Alterações na fala infantil: reflexões sobre as possibilidades de intervenção. Christiane Buckeridge, Juliana Ortiz, Maria Alice Fontes

Atualmente, tem-se observado um número considerável de crianças que apresentam dificuldades na fala, o que pode ocorrer tanto por um atraso no desenvolvimento da fala, quanto por algum transtorno no decorrer deste processo como, por exemplo: transtorno do espectro autista, apraxia de fala na infância, atraso motor, síndromes, alterações auditivas, problemas neurológicos, dificuldade na motricidade oral, dentre outros.

Algumas crianças podem apresentar boa compreensão, mas a fala e sua comunicação expressiva, podem estar aquém do esperado para a idade, sendo algo muito desafiador. que precisará de diagnóstico e intervenção.

Vale ressaltar que os atrasos na fala devem ser investigados por um profissional da fonoaudiologia capacitado, pois esperar muito tempo para que a fala se desenvolva, pode trazer prejuízos ao desenvolvimento infantil.

Como se dá o início do desenvolvimento da fala?
Existem algumas habilidades que precedem a fala, as quais são importantes observar no desenvolvimento da criança, como: ouvir, imitar, olhar e prestar atenção.

Desde o nascimento, as crianças se comunicam por meio do olhar e do choro e são capazes de discriminar vozes pela entonação.

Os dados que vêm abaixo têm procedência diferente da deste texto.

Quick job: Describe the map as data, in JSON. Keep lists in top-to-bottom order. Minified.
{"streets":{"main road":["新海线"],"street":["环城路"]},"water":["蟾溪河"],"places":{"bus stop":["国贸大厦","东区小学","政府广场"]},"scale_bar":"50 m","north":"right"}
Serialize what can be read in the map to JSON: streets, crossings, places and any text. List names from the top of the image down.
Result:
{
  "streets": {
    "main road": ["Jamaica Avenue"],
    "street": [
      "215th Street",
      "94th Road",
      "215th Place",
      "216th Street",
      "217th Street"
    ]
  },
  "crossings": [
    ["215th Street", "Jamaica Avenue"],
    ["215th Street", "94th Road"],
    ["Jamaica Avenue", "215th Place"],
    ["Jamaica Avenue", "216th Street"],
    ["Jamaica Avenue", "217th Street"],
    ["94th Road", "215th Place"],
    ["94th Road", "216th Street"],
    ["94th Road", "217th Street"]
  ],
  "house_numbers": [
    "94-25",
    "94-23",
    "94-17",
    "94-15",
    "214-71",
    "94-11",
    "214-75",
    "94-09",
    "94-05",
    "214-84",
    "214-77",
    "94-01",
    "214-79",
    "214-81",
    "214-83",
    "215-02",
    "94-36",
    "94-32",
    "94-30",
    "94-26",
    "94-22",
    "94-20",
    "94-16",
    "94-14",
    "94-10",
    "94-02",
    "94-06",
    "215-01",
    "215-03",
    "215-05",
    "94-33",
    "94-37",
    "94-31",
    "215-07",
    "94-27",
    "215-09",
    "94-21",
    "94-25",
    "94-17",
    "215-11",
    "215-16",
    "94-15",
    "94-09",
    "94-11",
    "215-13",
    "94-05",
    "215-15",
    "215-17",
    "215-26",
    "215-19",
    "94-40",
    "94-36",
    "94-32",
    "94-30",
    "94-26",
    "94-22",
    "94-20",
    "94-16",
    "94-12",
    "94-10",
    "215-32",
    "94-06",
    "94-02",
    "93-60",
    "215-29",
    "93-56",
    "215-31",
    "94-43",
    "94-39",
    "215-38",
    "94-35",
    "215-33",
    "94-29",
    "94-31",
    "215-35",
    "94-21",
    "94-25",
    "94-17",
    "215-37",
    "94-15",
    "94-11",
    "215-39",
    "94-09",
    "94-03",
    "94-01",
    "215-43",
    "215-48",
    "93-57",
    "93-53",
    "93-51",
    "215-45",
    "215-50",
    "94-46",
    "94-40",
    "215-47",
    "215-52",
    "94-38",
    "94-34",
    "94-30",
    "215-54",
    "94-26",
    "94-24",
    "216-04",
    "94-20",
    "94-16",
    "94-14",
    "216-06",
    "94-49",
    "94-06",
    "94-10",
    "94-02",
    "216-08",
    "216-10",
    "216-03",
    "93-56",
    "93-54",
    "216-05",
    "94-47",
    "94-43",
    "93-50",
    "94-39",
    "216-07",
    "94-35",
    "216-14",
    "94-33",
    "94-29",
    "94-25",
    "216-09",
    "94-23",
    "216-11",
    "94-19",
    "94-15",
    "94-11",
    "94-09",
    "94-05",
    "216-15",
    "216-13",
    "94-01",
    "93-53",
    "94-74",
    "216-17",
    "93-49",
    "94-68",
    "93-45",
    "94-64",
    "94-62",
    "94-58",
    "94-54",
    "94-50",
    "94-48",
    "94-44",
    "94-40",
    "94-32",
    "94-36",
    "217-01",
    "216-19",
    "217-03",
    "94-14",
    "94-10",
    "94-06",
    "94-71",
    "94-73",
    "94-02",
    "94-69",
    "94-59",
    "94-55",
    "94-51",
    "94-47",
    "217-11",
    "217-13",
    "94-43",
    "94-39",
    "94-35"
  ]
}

Iniciam suas vocalizações, já nos primeiros meses, quando balbuciam interagindo com algum adulto.

Próximo dos quatro meses, já devem ser capazes de vocalizar sons consonantais e produzir algumas sílabas, sem intenção de comunicação. Quando chegam no primeiro ano de vida, descobrem a sua própria voz e assim vão adquirindo cada vez mais sons, até chegar em suas primeiras palavras: “mama”, “papa”, “tete”, “não”, sendo estas já com intenção de comunicar-se.

Por volta dos dois anos, a criança já deveria ter a capacidade de juntar palavras na intenção de formar frases simples como, por exemplo: “nenê qué”, “dá nenê” etc. A partir da imitação e dos modelos em seu meio, seu vocabulário vai sendo ampliado até que a criança consiga dialogar, interagir, perguntar e responder, fazer relatos de algo que tenha acontecido. Durante sos primeiros anos de vida a fala e linguagem vão se desenvolvendo progressivamente, aumentando a habilidade de comunicação.

No processo de aquisição da fala, quais são as alterações mais comuns apresentadas pelas crianças?
É importante saber que, durante o período de aquisição da fala alguns marcos do desenvolvimento são norteadores para o processo. Os fonemas são adquiridos progressivamente, de acordo com o nível de complexidade, e algumas crianças podem apresentar alterações na produção de alguns sons, necessitando de ajustes para adquiri-los.

Embora existam alterações de fala neste processo até os cinco primeiros anos de vida, alguns tipos de alterações exigem maior atenção.

Dentre essas alterações as mais comuns são:

• Substituição (bola/pola, casa/tasa)
• Omissão (parque/paque, escada/ecada)
• Distorção (em casos de mal posicionamento da língua, o som sai alterado)

Existem alterações de sons mais complexos, como é o caso do /r /de barata:
• Substituição (baRata = baLata ou baiata)
• Omissão (baata)
• Omissão nos encontros consonantais com /r/ ou com /l/ (prata /pata, brinco /binco, planta /panta).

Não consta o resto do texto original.